§ **TASK**:
Leave out the pictures and copy each record below exactly.

Segment Start: DATA SHOWN

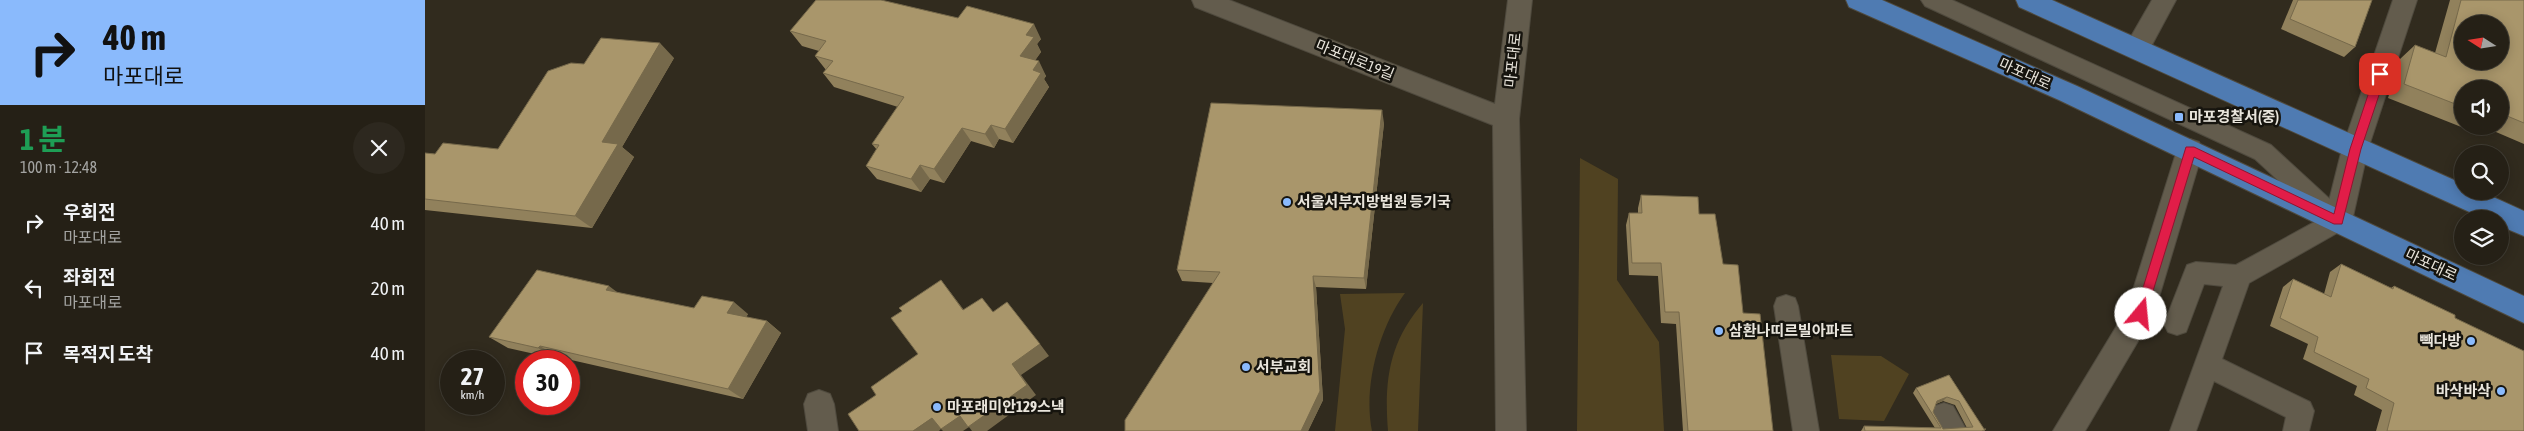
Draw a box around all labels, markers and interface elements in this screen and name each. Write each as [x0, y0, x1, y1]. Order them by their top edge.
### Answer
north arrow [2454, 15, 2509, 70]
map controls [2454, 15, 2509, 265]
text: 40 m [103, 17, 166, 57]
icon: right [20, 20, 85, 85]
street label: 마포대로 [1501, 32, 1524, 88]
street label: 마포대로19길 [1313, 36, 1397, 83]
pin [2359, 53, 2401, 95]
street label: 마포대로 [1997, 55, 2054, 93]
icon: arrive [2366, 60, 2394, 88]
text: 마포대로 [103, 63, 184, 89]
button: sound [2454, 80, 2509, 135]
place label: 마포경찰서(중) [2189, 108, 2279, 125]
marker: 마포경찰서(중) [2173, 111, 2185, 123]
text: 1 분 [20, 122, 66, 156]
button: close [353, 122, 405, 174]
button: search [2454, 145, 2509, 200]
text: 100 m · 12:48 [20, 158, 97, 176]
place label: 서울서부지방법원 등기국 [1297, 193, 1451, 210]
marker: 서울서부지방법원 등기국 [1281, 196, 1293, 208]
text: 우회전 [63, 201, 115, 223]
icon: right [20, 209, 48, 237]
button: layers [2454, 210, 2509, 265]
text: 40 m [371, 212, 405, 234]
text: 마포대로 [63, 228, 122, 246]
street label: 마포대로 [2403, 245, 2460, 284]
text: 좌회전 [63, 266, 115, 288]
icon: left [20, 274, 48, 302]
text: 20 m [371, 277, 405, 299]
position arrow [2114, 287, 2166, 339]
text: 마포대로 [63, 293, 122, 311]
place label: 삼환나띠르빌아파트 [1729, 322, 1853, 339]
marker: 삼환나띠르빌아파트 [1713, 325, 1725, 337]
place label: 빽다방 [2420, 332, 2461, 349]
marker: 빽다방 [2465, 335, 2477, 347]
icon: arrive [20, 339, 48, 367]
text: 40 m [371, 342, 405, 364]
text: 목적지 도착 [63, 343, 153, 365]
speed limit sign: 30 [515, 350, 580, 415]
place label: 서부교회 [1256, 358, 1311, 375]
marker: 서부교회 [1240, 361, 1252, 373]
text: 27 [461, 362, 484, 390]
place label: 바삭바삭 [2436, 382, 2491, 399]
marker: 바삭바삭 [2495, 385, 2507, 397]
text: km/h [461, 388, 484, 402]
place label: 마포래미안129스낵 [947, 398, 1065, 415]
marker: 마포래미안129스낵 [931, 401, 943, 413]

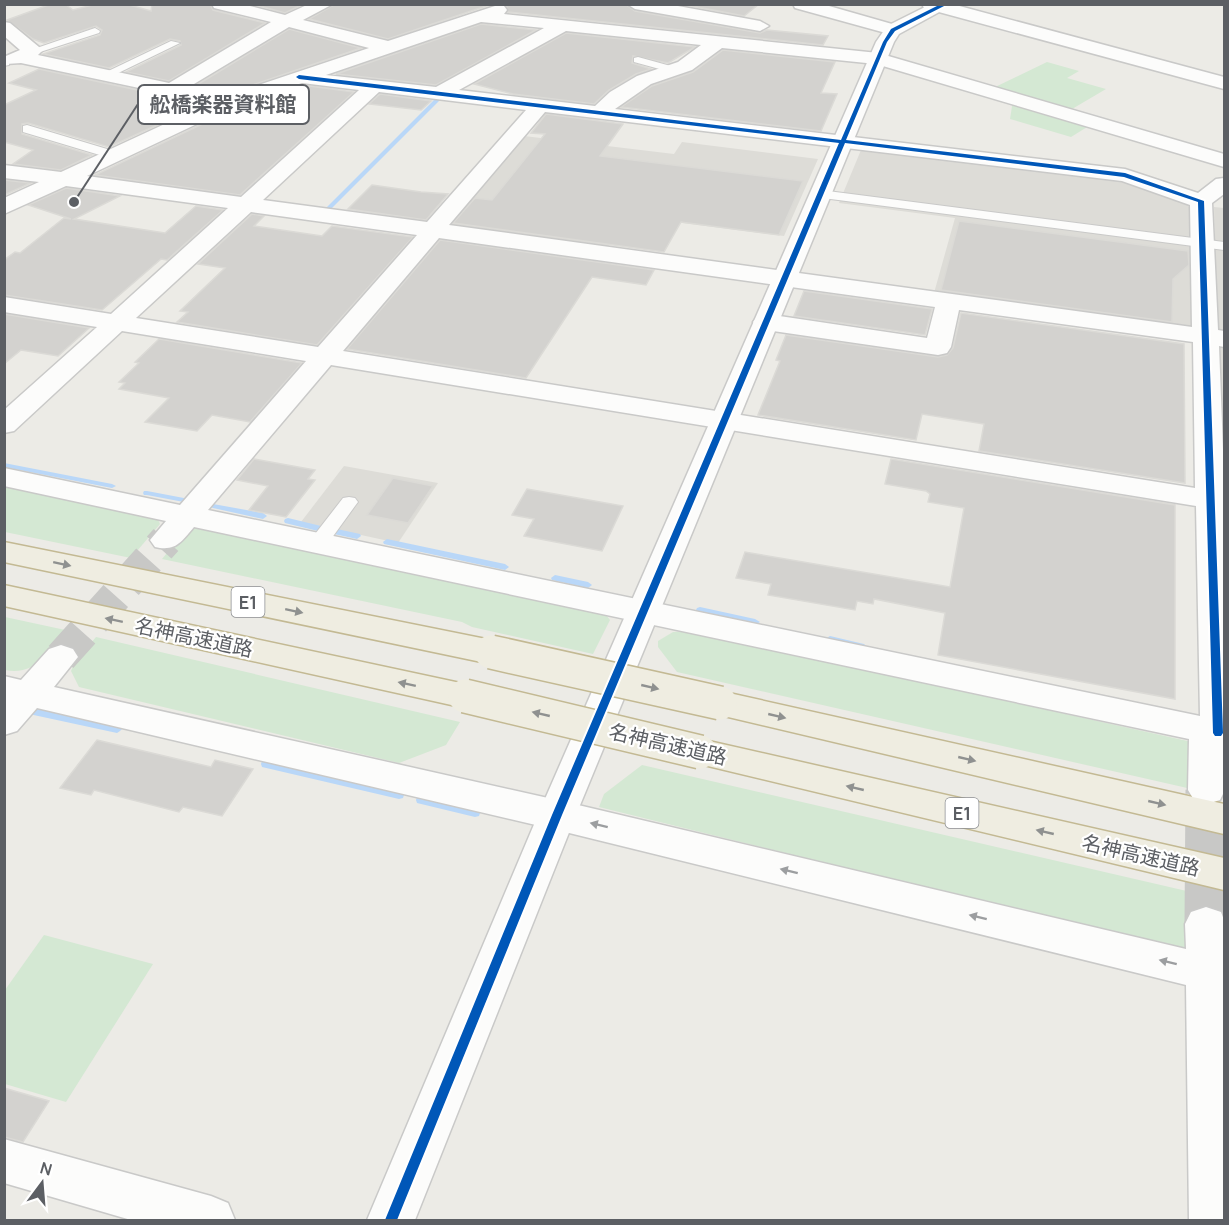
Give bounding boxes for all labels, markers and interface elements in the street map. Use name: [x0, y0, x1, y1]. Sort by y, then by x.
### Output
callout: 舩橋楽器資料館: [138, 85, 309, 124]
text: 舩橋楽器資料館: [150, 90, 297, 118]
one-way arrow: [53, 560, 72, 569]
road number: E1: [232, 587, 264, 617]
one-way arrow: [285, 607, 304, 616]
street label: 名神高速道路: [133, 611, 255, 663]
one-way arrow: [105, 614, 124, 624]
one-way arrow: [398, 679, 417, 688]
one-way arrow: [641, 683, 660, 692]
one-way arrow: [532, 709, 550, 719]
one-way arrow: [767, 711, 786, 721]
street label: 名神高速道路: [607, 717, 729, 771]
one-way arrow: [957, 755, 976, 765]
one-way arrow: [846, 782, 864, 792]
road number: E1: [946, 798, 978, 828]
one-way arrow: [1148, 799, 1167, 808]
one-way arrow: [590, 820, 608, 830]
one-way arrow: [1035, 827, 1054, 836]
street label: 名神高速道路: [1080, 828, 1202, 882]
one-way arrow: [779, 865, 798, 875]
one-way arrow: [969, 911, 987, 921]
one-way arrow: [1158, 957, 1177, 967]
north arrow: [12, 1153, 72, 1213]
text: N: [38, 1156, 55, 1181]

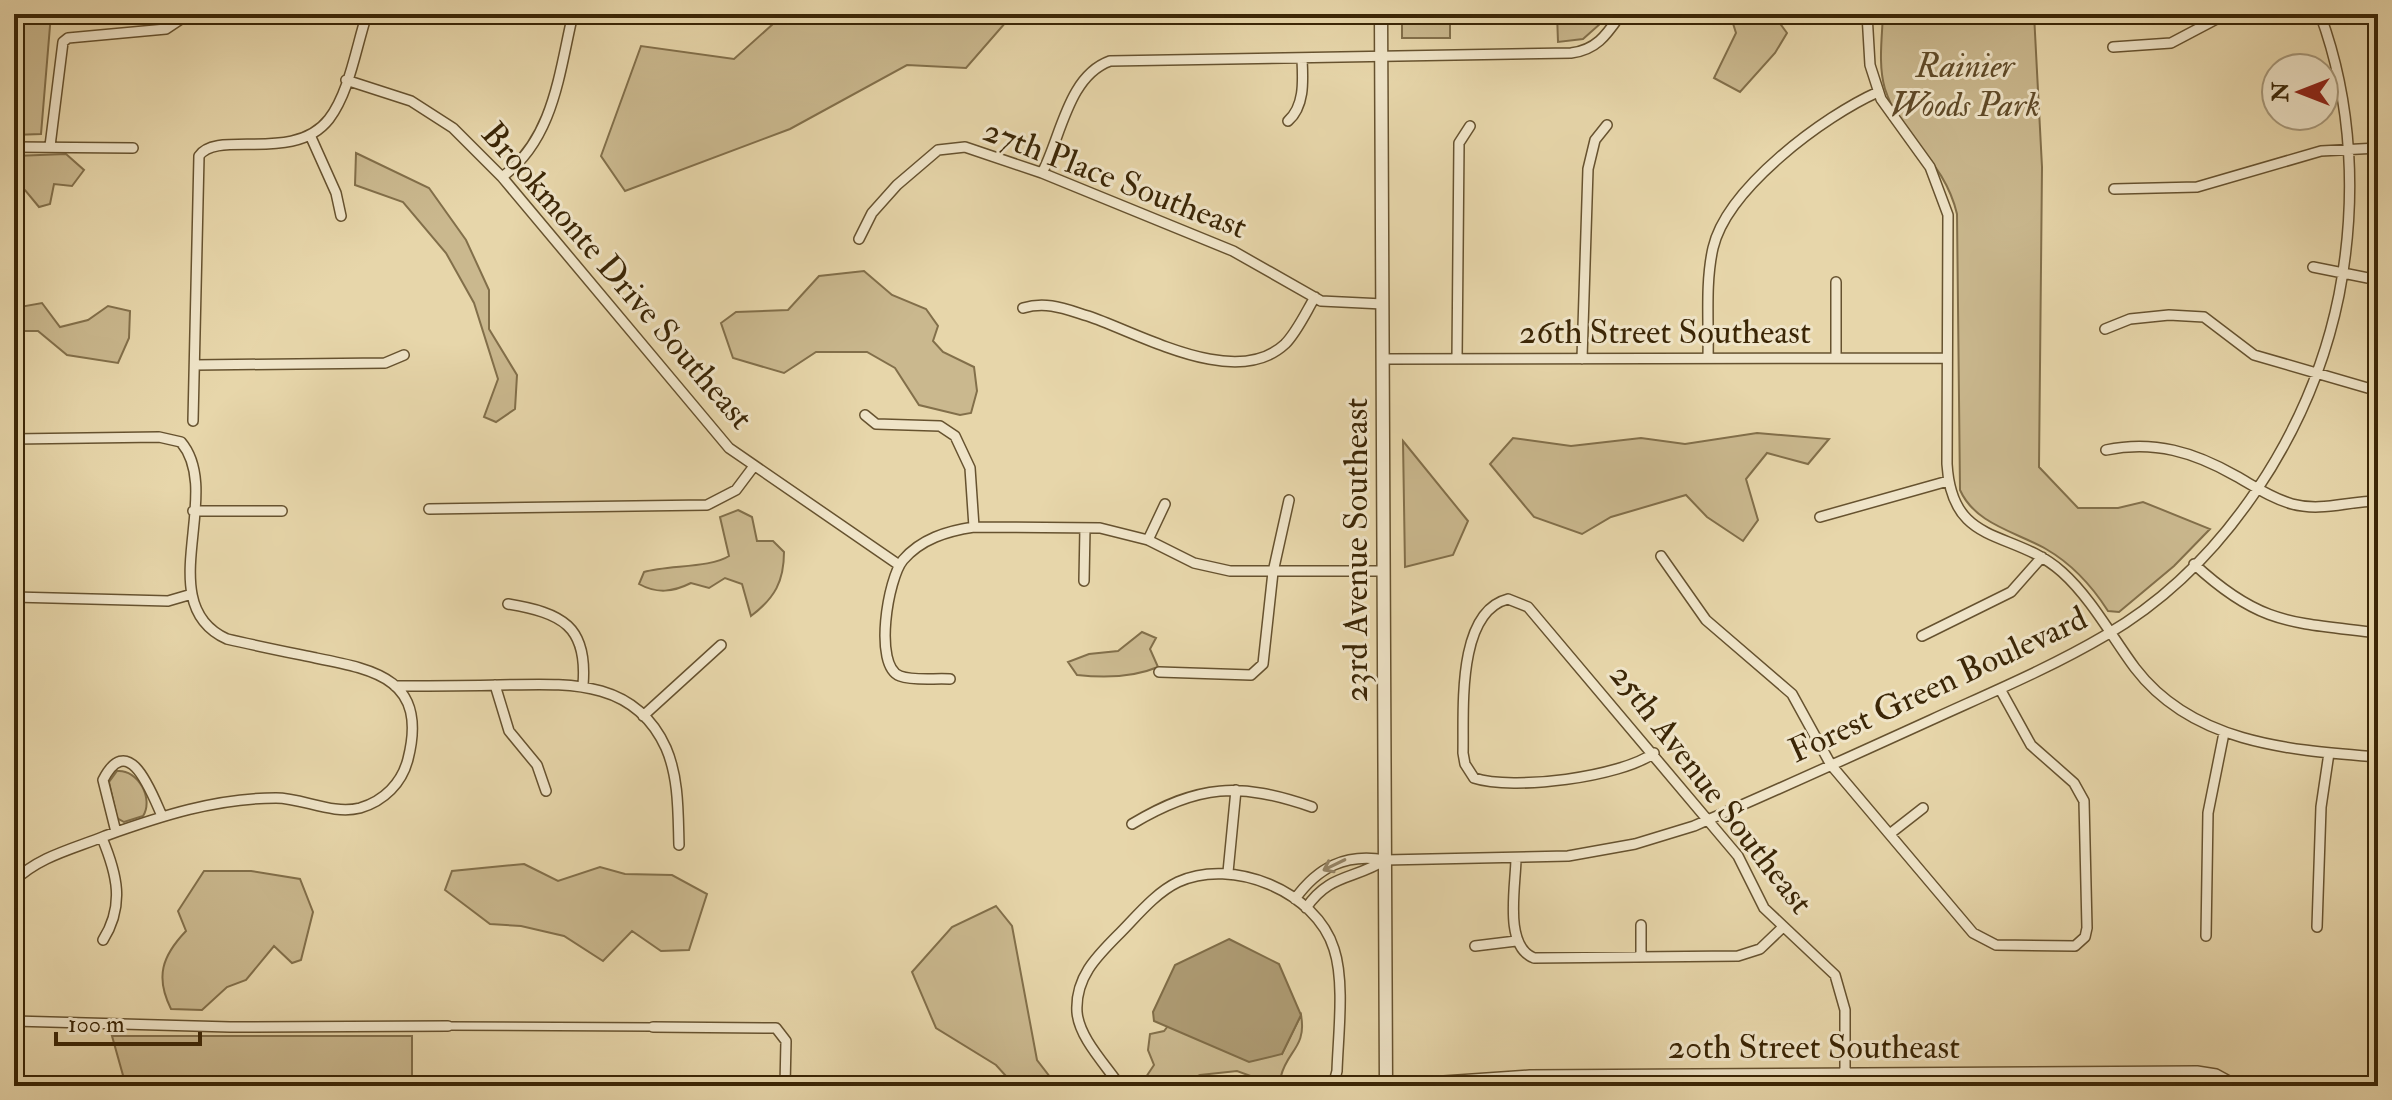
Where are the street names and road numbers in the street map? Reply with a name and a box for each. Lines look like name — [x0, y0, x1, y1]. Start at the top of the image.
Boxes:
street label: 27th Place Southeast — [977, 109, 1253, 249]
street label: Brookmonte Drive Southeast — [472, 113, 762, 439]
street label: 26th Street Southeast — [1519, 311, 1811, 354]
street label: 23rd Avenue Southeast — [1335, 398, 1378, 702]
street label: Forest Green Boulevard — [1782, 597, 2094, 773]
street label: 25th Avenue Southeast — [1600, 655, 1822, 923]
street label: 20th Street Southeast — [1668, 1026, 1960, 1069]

Segment End: DATA SHOWN

§ **EXERCISE RESULT**:
Draw a box around all labels, markers and interface elements in this screen and name each. Write each as [x0, y0, x1, y1]. Order them by their top edge.
### Answer
north arrow [2454, 15, 2509, 70]
map controls [2454, 15, 2509, 265]
text: 40 m [103, 17, 166, 57]
icon: right [20, 20, 85, 85]
street label: 마포대로 [1501, 32, 1524, 88]
street label: 마포대로19길 [1313, 36, 1397, 83]
pin [2359, 53, 2401, 95]
street label: 마포대로 [1997, 55, 2054, 93]
icon: arrive [2366, 60, 2394, 88]
text: 마포대로 [103, 63, 184, 89]
button: sound [2454, 80, 2509, 135]
place label: 마포경찰서(중) [2189, 108, 2279, 125]
marker: 마포경찰서(중) [2173, 111, 2185, 123]
text: 1 분 [20, 122, 66, 156]
button: close [353, 122, 405, 174]
button: search [2454, 145, 2509, 200]
text: 100 m · 12:48 [20, 158, 97, 176]
place label: 서울서부지방법원 등기국 [1297, 193, 1451, 210]
marker: 서울서부지방법원 등기국 [1281, 196, 1293, 208]
text: 우회전 [63, 201, 115, 223]
icon: right [20, 209, 48, 237]
button: layers [2454, 210, 2509, 265]
text: 40 m [371, 212, 405, 234]
text: 마포대로 [63, 228, 122, 246]
street label: 마포대로 [2403, 245, 2460, 284]
text: 좌회전 [63, 266, 115, 288]
icon: left [20, 274, 48, 302]
text: 20 m [371, 277, 405, 299]
position arrow [2114, 287, 2166, 339]
text: 마포대로 [63, 293, 122, 311]
place label: 삼환나띠르빌아파트 [1729, 322, 1853, 339]
marker: 삼환나띠르빌아파트 [1713, 325, 1725, 337]
place label: 빽다방 [2420, 332, 2461, 349]
marker: 빽다방 [2465, 335, 2477, 347]
icon: arrive [20, 339, 48, 367]
text: 40 m [371, 342, 405, 364]
text: 목적지 도착 [63, 343, 153, 365]
speed limit sign: 30 [515, 350, 580, 415]
place label: 서부교회 [1256, 358, 1311, 375]
marker: 서부교회 [1240, 361, 1252, 373]
text: 27 [461, 362, 484, 390]
place label: 바삭바삭 [2436, 382, 2491, 399]
marker: 바삭바삭 [2495, 385, 2507, 397]
text: km/h [461, 388, 484, 402]
place label: 마포래미안129스낵 [947, 398, 1065, 415]
marker: 마포래미안129스낵 [931, 401, 943, 413]

Give bounding boxes for all labels, markers and interface elements in the street map. Use name: [x0, y0, x1, y1]. Sort by y, then by x.
### Output
callout: 舩橋楽器資料館: [138, 85, 309, 124]
text: 舩橋楽器資料館: [150, 90, 297, 118]
one-way arrow: [53, 560, 72, 569]
road number: E1: [232, 587, 264, 617]
one-way arrow: [285, 607, 304, 616]
street label: 名神高速道路: [133, 611, 255, 663]
one-way arrow: [105, 614, 124, 624]
one-way arrow: [398, 679, 417, 688]
one-way arrow: [641, 683, 660, 692]
one-way arrow: [532, 709, 550, 719]
one-way arrow: [767, 711, 786, 721]
street label: 名神高速道路: [607, 717, 729, 771]
one-way arrow: [957, 755, 976, 765]
one-way arrow: [846, 782, 864, 792]
road number: E1: [946, 798, 978, 828]
one-way arrow: [1148, 799, 1167, 808]
one-way arrow: [590, 820, 608, 830]
one-way arrow: [1035, 827, 1054, 836]
street label: 名神高速道路: [1080, 828, 1202, 882]
one-way arrow: [779, 865, 798, 875]
one-way arrow: [969, 911, 987, 921]
one-way arrow: [1158, 957, 1177, 967]
north arrow: [12, 1153, 72, 1213]
text: N: [38, 1156, 55, 1181]

Where are the street names and road numbers in the street map? Reply with a name and a box for each. Lines look like name — [x0, y0, x1, y1]. Start at the top of the image.
Boxes:
street label: 27th Place Southeast — [977, 109, 1253, 249]
street label: Brookmonte Drive Southeast — [472, 113, 762, 439]
street label: 26th Street Southeast — [1519, 311, 1811, 354]
street label: 23rd Avenue Southeast — [1335, 398, 1378, 702]
street label: Forest Green Boulevard — [1782, 597, 2094, 773]
street label: 25th Avenue Southeast — [1600, 655, 1822, 923]
street label: 20th Street Southeast — [1668, 1026, 1960, 1069]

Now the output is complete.